La metástasis de San Ginés
La mítica chocolatería tiene seis locales en apenas 200 metros. Este coqueto callejón de Madrid se ha convertido en un parque temático del churro


Si el alcalde Almeida quisiera arreglar lo del alquiler en Madrid (y conjugo esto en un condicional pluscuanconsciente) más que limitar los Airbnb debería empezar por limitar los sangineses que están, poco a poco, colonizando la ciudad. El otro día pasé por el callejón homónimo y no me sorprendió tanto la larga fila de personas (uno ya se ha acostumbrado a esta conga de zombies que se monta ante cualquier local de moda) sino la fila de churrerías. Hasta seis locales hay en apenas 200 metros cuadrados, una metástasis de churros, un tsunami de chocolate caliente, un despropósito. No descarto que dentro de unos meses acaben franquiciando la vecina iglesia de San Ginés y se dediquen a repartir churros consagrados. Los panes y los peces se multiplicaron con un simple milagro, pero para la multiplicación de los churros y el chocolate ha hecho falta mucho más.
Sin quitarle mérito al CEO del emporio churrero, me interesa la aportación a este fenómeno de un tal Anthony Ham. Puede que su nombre no les suene a muchos, pero Ham es uno de los tipos más influyentes de Madrid. Es quien se la cuenta a los turistas en la guía Lonely Planet. Quien ha ayudado a construir ese Madrid de relumbrón, más flamenco que chulapo, lleno de mesones centenarios, bares de tapas regadas en sangría y paseítos en TukTuk. Ham escribió en la guía que los madrileños tomaban los churros en San Ginés y fue entonces cuando los madrileños dejaron de hacerlo. Se produjo la paradoja de la turistificación: hay tanta gente que ya no va la gente.
Hordas de viajeros peregrinan a los sangineses, como una desarrapada cofradía del colesterol. Entran en locales clónicos donde fabrican churros como idem. Esperan durante horas para poder sentarse, hacerse la foto de rigor, engullir su churro y dejar espacio al siguiente. Tienen su experiencia breve, masificada y guiada. Es el fast tourism, una cadena de montaje experiencial.
Y así, este coqueto callejón de Madrid se ha convertido en un parque temático del churro, un lugar lleno de sillas y estufas y señoras de Cuenca y selfis y servilletas arrugadas por el suelo y colas interminables de turistas con bolsas de El Corte Inglés. Un lugar que no cierra nunca, pues las freidoras crepitan 24 horas al día, siete días a la semana.

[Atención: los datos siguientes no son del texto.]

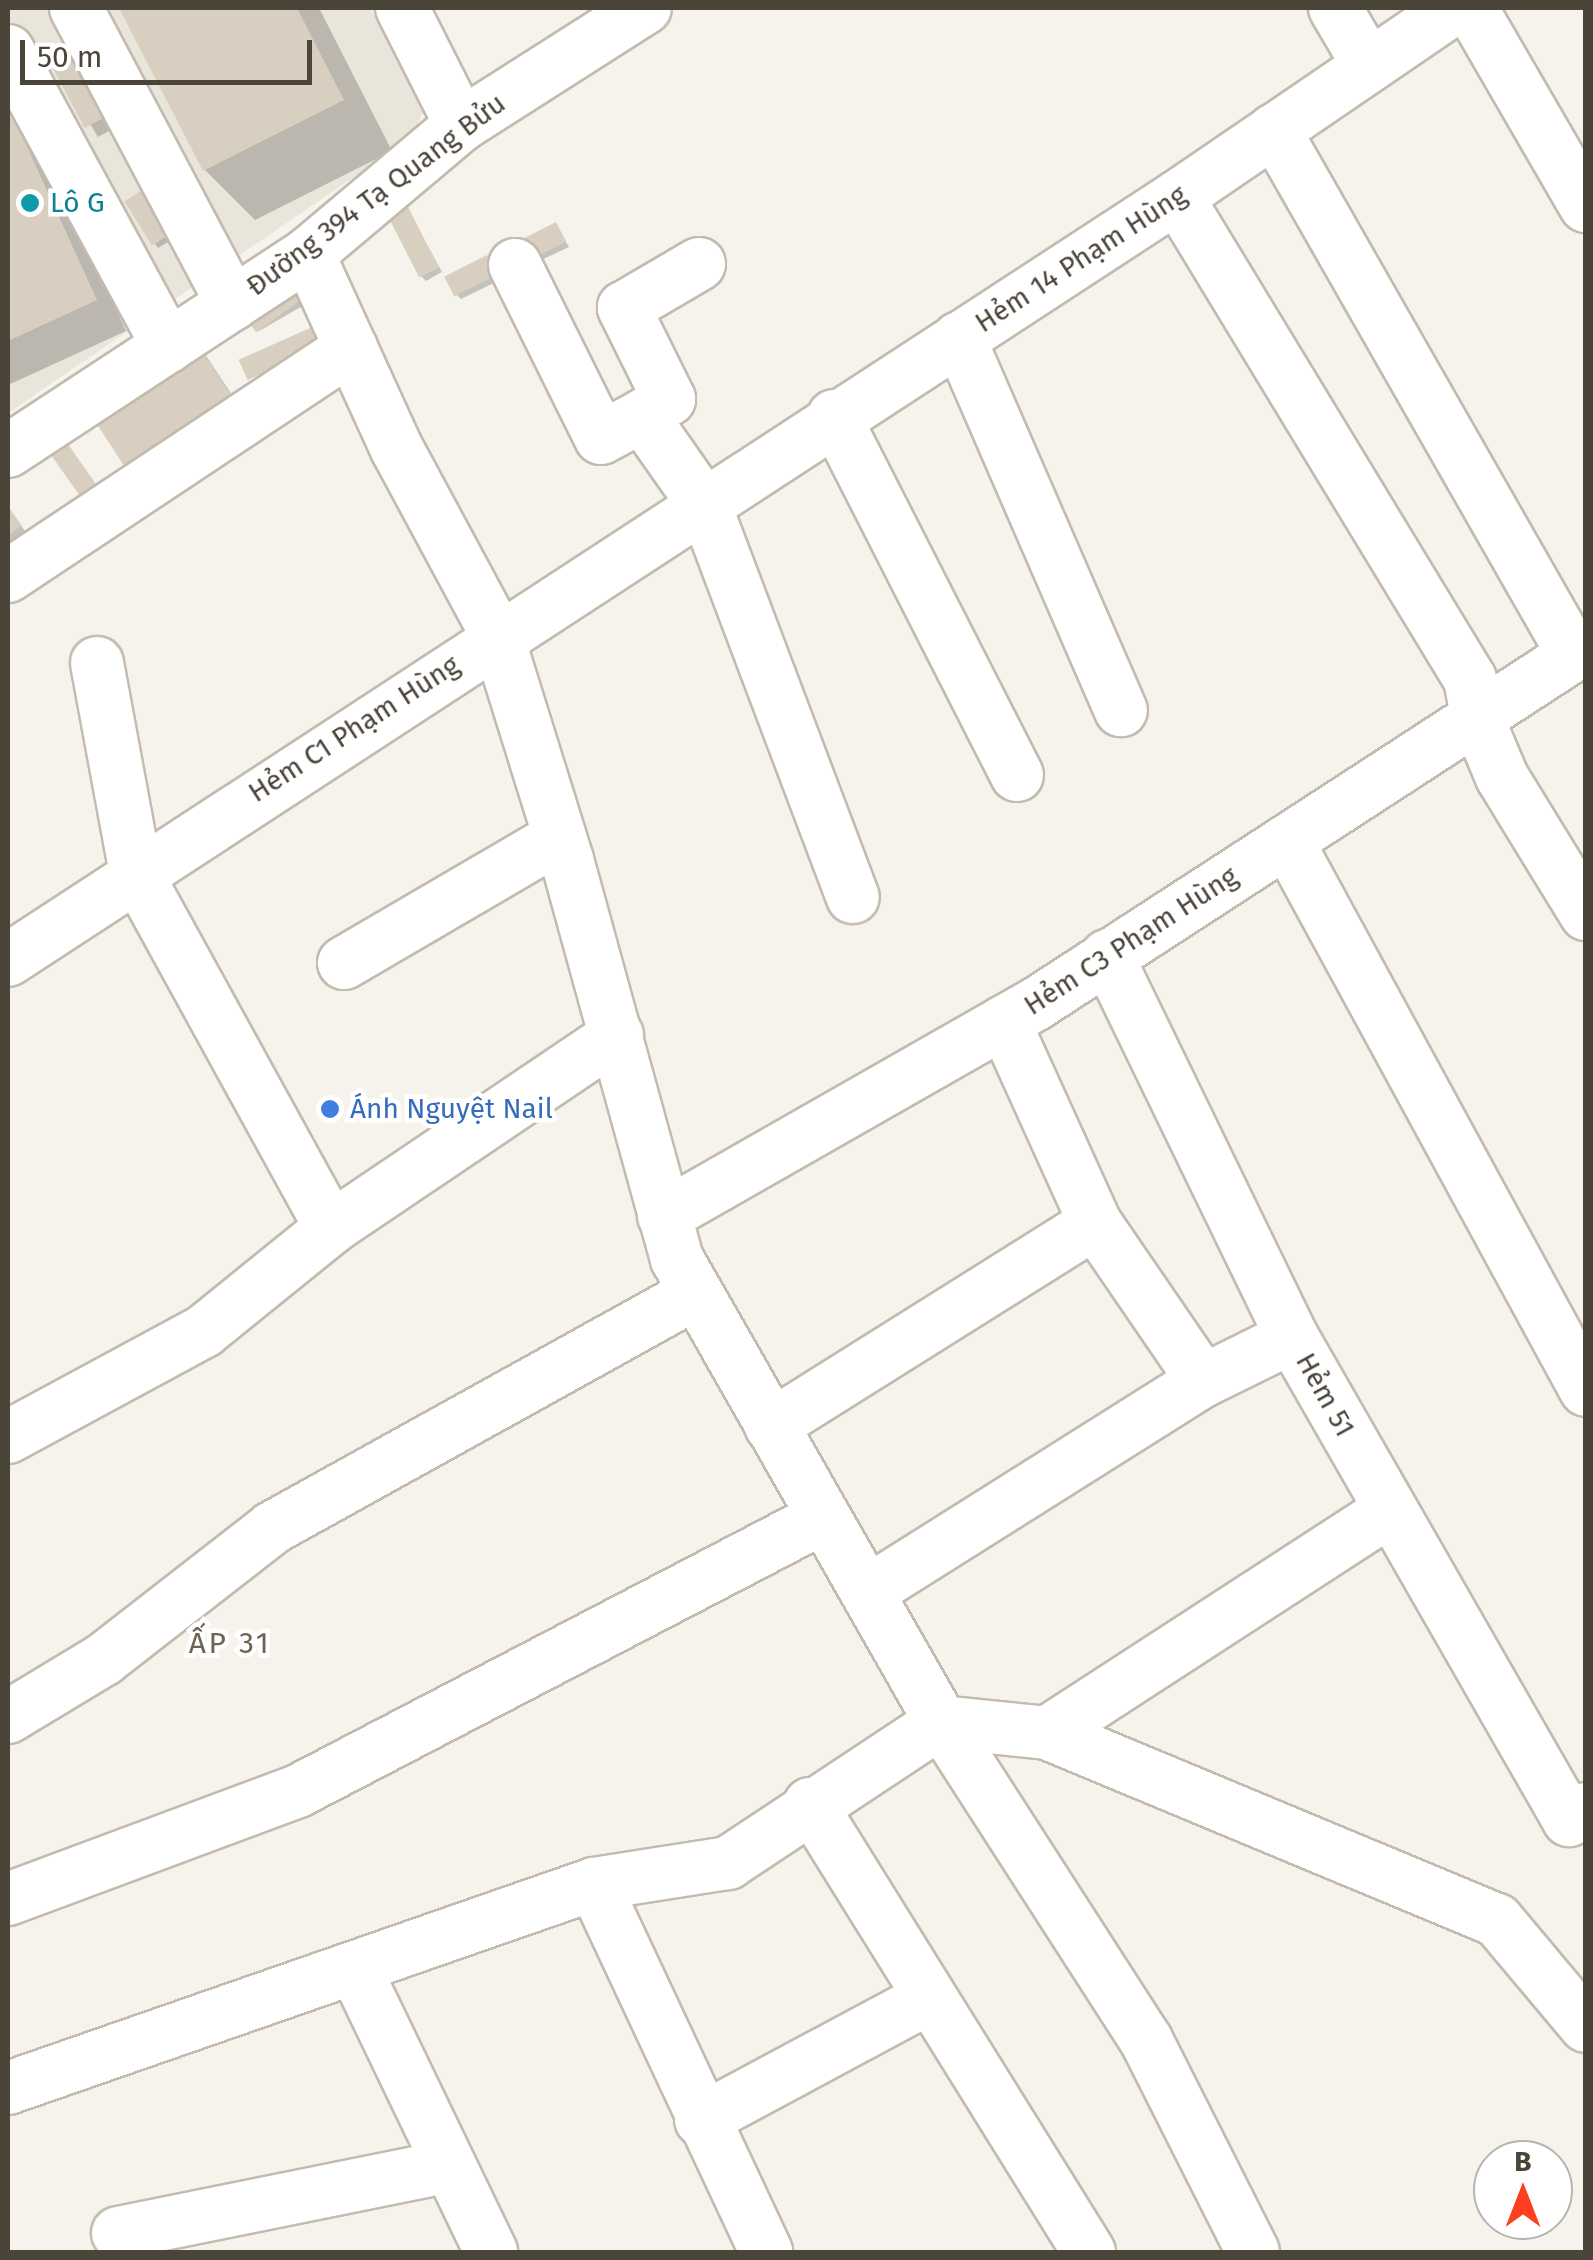 <!DOCTYPE html>
<meta charset="utf-8">
<style>
body{margin:0}
#map{position:relative;width:1593px;height:2260px;overflow:hidden;background:#f6f3ec;font-family:"Fira Sans",sans-serif}
div>[style]{position:absolute}
[style*='--x']{left:calc(var(--x)*1px);top:calc(var(--y)*1px);width:calc(var(--w)*1px);rotate:calc(var(--a)*1deg)}
.residential>*{inset:0;background:#eae5da}
.shadow>*{inset:0;background:#0003}
.building>*{inset:0;background:#d8cfc1;transform-origin:0 0}
.roads{filter:drop-shadow(2px 0 #c2bbae) drop-shadow(-2px 0 #c2bbae) drop-shadow(0 2px #c2bbae) drop-shadow(0 -2px #c2bbae)}
.minor>*{height:52px;margin:-26px;padding:0 26px;transform-origin:26px;border-radius:26px;background:#fff}
.dots>*{width:28px;height:28px;translate:-50% -50%;box-sizing:border-box;border:5px solid #fff;border-radius:50%}
span{translate:-50% -50%;white-space:nowrap;text-align:center;line-height:1.15;-webkit-text-stroke:9px #fff;paint-order:stroke}
.street-label{font-size:28px;color:#4b4439}
.culture-label{font-size:28px;color:#0d838f}
.left{translate:0 -50%;text-align:left}
.shop-label{font-size:28px;color:#366cbe}
.neighbourhood-label{font-size:30px;color:#6e6250;letter-spacing:2.5px}
.frame{position:absolute;inset:0;border:10px solid #4b4439;pointer-events:none}
.north{position:absolute;left:1473px;top:2140px;width:100px;height:100px;box-sizing:border-box;background:#fff;border:2px solid #b7b4b0;border-radius:50%;rotate:0deg;font-size:28px;font-weight:700;line-height:40px;text-align:center;color:#4b4439}
.north::after{content:'';display:block;margin:auto;width:35px;height:45px;background:#fc3f1d;clip-path:polygon(50% 0,100% 100%,50% 72%,0 100%)}
.scale{position:absolute;left:20px;top:40px;width:292px;height:45px;box-sizing:border-box;border:5px solid #4b4439;border-top:0;padding-left:12px;font-size:30px;line-height:35px;white-space:nowrap;color:#4b4439;-webkit-text-stroke:8px #fff;paint-order:stroke}
</style>
<div id="map">
<div class="residential">
<i style="clip-path:polygon(8px 8px,370px 8px,424px 110px,411px 138px,8px 413px)"></i>
</div>
<div class="shadow">
<i style="clip-path:polygon(122px 8px,319px 8px,392px 151px,255px 220px,205px 170px)"></i>
<i style="clip-path:polygon(57px 69px,122px 124px,98px 137px)"></i>
<i style="clip-path:polygon(8px 106px,35px 133px,126px 331px,8px 385px)"></i>
<i style="clip-path:polygon(127px 202px,180px 235px,158px 248px)"></i>
<i style="clip-path:polygon(408px 210px,442px 272px,426px 281px,421px 276px)"></i>
<i style="clip-path:polygon(556px 225px,569px 247px,533px 264px)"></i>
<i style="clip-path:polygon(491px 263px,500px 280px,461px 299px,456px 294px)"></i>
<i style="clip-path:polygon(297px 291px,306px 304px,259px 331px,254px 327px)"></i>
<i style="clip-path:polygon(203px 351px,242px 410px,220px 414px)"></i>
<i style="clip-path:polygon(8px 507px,25px 531px,11px 541px,8px 538px)"></i>
</div>
<div class="building">
<i style="clip-path:polygon(119px 8px,297px 8px,344px 100px,203px 171px)"></i>
<i style="left:81px;top:53px;width:68px;height:32px;rotate:62deg"></i>
<i style="clip-path:polygon(8px 105px,97px 300px,8px 341px)"></i>
<i style="left:149px;top:186px;width:52px;height:29px;rotate:58deg"></i>
<i style="left:408px;top:207px;width:68px;height:22px;rotate:63deg"></i>
<i style="left:556px;top:222px;width:22px;height:43px;rotate:63deg"></i>
<i style="left:487px;top:255px;width:22px;height:48px;rotate:63deg"></i>
<i style="left:292px;top:283px;width:19px;height:58px;rotate:54deg"></i>
<i style="left:319px;top:324px;width:22px;height:88px;rotate:66deg"></i>
<i style="left:193px;top:337px;width:73px;height:128px;rotate:57deg"></i>
<i style="left:56px;top:427px;width:71px;height:20px;rotate:55deg"></i>
<i style="clip-path:polygon(8px 506px,22px 526px,8px 536px)"></i>
</div>
<div class="roads">
<div class="minor">
<i style="--x:76;--y:8;--w:335;--a:62.1"></i>
<i style="--x:402;--y:8;--w:131;--a:63.2"></i>
<i style="--x:1335;--y:8;--w:67;--a:59.6"></i>
<i style="--x:1471;--y:8;--w:229;--a:59.9"></i>
<i style="--x:8;--y:51;--w:336;--a:61.5"></i>
<i style="--x:1274;--y:130;--w:605;--a:60.26"></i>
<i style="--x:1177;--y:197;--w:564;--a:58.71"></i>
<i style="--x:1470;--y:679;--w:42;--a:79"></i>
<i style="--x:1478;--y:720;--w:62;--a:67.2"></i>
<i style="--x:1502;--y:777;--w:161;--a:58.5"></i>
<i style="--x:308;--y:254;--w:214;--a:65.5"></i>
<i style="--x:397;--y:449;--w:211;--a:61.7"></i>
<i style="--x:497;--y:635;--w:236;--a:72.7"></i>
<i style="--x:567;--y:860;--w:414;--a:74.6"></i>
<i style="--x:677;--y:1259;--w:533;--a:60.31"></i>
<i style="--x:941;--y:1722;--w:378;--a:57.2"></i>
<i style="--x:1146;--y:2040;--w:237;--a:63.2"></i>
<i style="--x:515;--y:265;--w:193;--a:63.6"></i>
<i style="--x:601;--y:438;--w:47;--a:-28.2"></i>
<i style="--x:642;--y:416;--w:110;--a:55"></i>
<i style="--x:705;--y:506;--w:418;--a:69.3"></i>
<i style="--x:959;--y:338;--w:406;--a:66.5"></i>
<i style="--x:642;--y:416;--w:32;--a:-32"></i>
<i style="--x:669;--y:399;--w:102;--a:-116.3"></i>
<i style="--x:624;--y:308;--w:87;--a:-30.4"></i>
<i style="--x:834;--y:416;--w:403;--a:63"></i>
<i style="--x:8;--y:451;--w:359;--a:-33.3"></i>
<i style="--x:308;--y:254;--w:200;--a:-40.1"></i>
<i style="--x:461;--y:125;--w:218;--a:-32.5"></i>
<i style="--x:8;--y:576;--w:412;--a:-33.6"></i>
<i style="--x:97;--y:663;--w:214;--a:79.5"></i>
<i style="--x:136;--y:873;--w:405;--a:61.2"></i>
<i style="--x:1287;--y:841;--w:625;--a:61.43"></i>
<i style="--x:1107;--y:956;--w:424;--a:64.1"></i>
<i style="--x:1292;--y:1337;--w:557;--a:60.17"></i>
<i style="--x:1569;--y:1820;--w:20;--a:-33"></i>
<i style="--x:8;--y:960;--w:1396;--a:-33.13"></i>
<i style="--x:1177;--y:197;--w:335;--a:-34.3"></i>
<i style="--x:344;--y:963;--w:250;--a:-30.3"></i>
<i style="--x:1004;--y:1022;--w:221;--a:65.6"></i>
<i style="--x:1095;--y:1223;--w:191;--a:55.6"></i>
<i style="--x:664;--y:1216;--w:428;--a:-29.7"></i>
<i style="--x:1036;--y:1004;--w:656;--a:-32.99"></i>
<i style="--x:771;--y:1426;--w:382;--a:-32.1"></i>
<i style="--x:8;--y:1437;--w:223;--a:-28.4"></i>
<i style="--x:204;--y:1331;--w:164;--a:-39"></i>
<i style="--x:331;--y:1228;--w:345;--a:-34"></i>
<i style="--x:869;--y:1591;--w:395;--a:-32.2"></i>
<i style="--x:1203;--y:1381;--w:99;--a:-26.3"></i>
<i style="--x:8;--y:1717;--w:112;--a:-31.1"></i>
<i style="--x:104;--y:1659;--w:213;--a:-37.9"></i>
<i style="--x:272;--y:1528;--w:485;--a:-29"></i>
<i style="--x:1047;--y:1733;--w:409;--a:-33"></i>
<i style="--x:810;--y:1804;--w:528;--a:58.09"></i>
<i style="--x:594;--y:1884;--w:406;--a:64.9"></i>
<i style="--x:8;--y:1899;--w:309;--a:-20.4"></i>
<i style="--x:298;--y:1791;--w:593;--a:-27.52"></i>
<i style="--x:355;--y:1969;--w:314;--a:64.3"></i>
<i style="--x:8;--y:2088;--w:620;--a:-19.19"></i>
<i style="--x:594;--y:1884;--w:136;--a:-8.9"></i>
<i style="--x:728;--y:1863;--w:255;--a:-33.5"></i>
<i style="--x:941;--y:1722;--w:107;--a:5.9"></i>
<i style="--x:1047;--y:1733;--w:487;--a:22.6"></i>
<i style="--x:1497;--y:1920;--w:138;--a:50"></i>
<i style="--x:701;--y:2120;--w:259;--a:-28.2"></i>
<i style="--x:118;--y:2233;--w:338;--a:-11.4"></i>
</div>
</div>
<div class="dots">
<i style="left:30px;top:203px;background:#0f9aa8"></i>
<i style="left:330px;top:1109px;background:#3f7fe0"></i>
</div>
<div class="street-label">
<span style="left:376px;top:195px;rotate:-37deg">Đường 394 Tạ Quang Bửu</span>
<span style="left:1081px;top:259px;rotate:-33deg">Hẻm 14 Phạm Hùng</span>
<span style="left:354px;top:729px;rotate:-33deg">Hẻm C1 Phạm Hùng</span>
<span style="left:1131px;top:941px;rotate:-33deg">Hẻm C3 Phạm Hùng</span>
<span style="left:1325px;top:1395px;rotate:61deg">Hẻm 51</span>
</div>
<div class="culture-label">
<span class="left" style="left:50px;top:203px">Lô G</span>
</div>
<div class="shop-label">
<span class="left" style="left:350px;top:1109px">Ánh Nguyệt Nail</span>
</div>
<div class="neighbourhood-label">
<span style="left:230px;top:1643px">ẤP 31</span>
</div>
<div class="frame"></div>
<div class="north">B</div>
<div class="scale">50 m</div>
</div>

No tengo nada en contra de la Lonely Planet, que leo con devoción cada vez que viajo. Tampoco contra los churros de San Ginés. No es la masa lo que se me hace bola, sino la masificación. Empresas que crecen hasta lo metastásico para calmar una demanda enloquecida. Que abren franquicias para darnos más gofres con forma de pene, más New York Roll de pistacho, más tarta de queso vasca. Porque todos parecemos querer lo mismo al mismo tiempo.
Clientes que no quieren churros, sino poder decir “yo estuve ahí”. Un check en su lista. Una foto en su Instagram. Es la eventización de la comida. Hoy en día tomar unos churros no es un desayuno, sino una experiencia por la que tienes que pelear con otras 200 personas. Por eso me niego a ir a la famosa chocolatería. Y porque creo que tardaría más yendo a San Ginés que esperando tranquilamente a que San Ginés venga a mí. A este ritmo de crecimiento sostenido, no descarto que un día salga a dar un paseo y que, al volver, me encuentre con que me han franquiciado la casa con alevosía.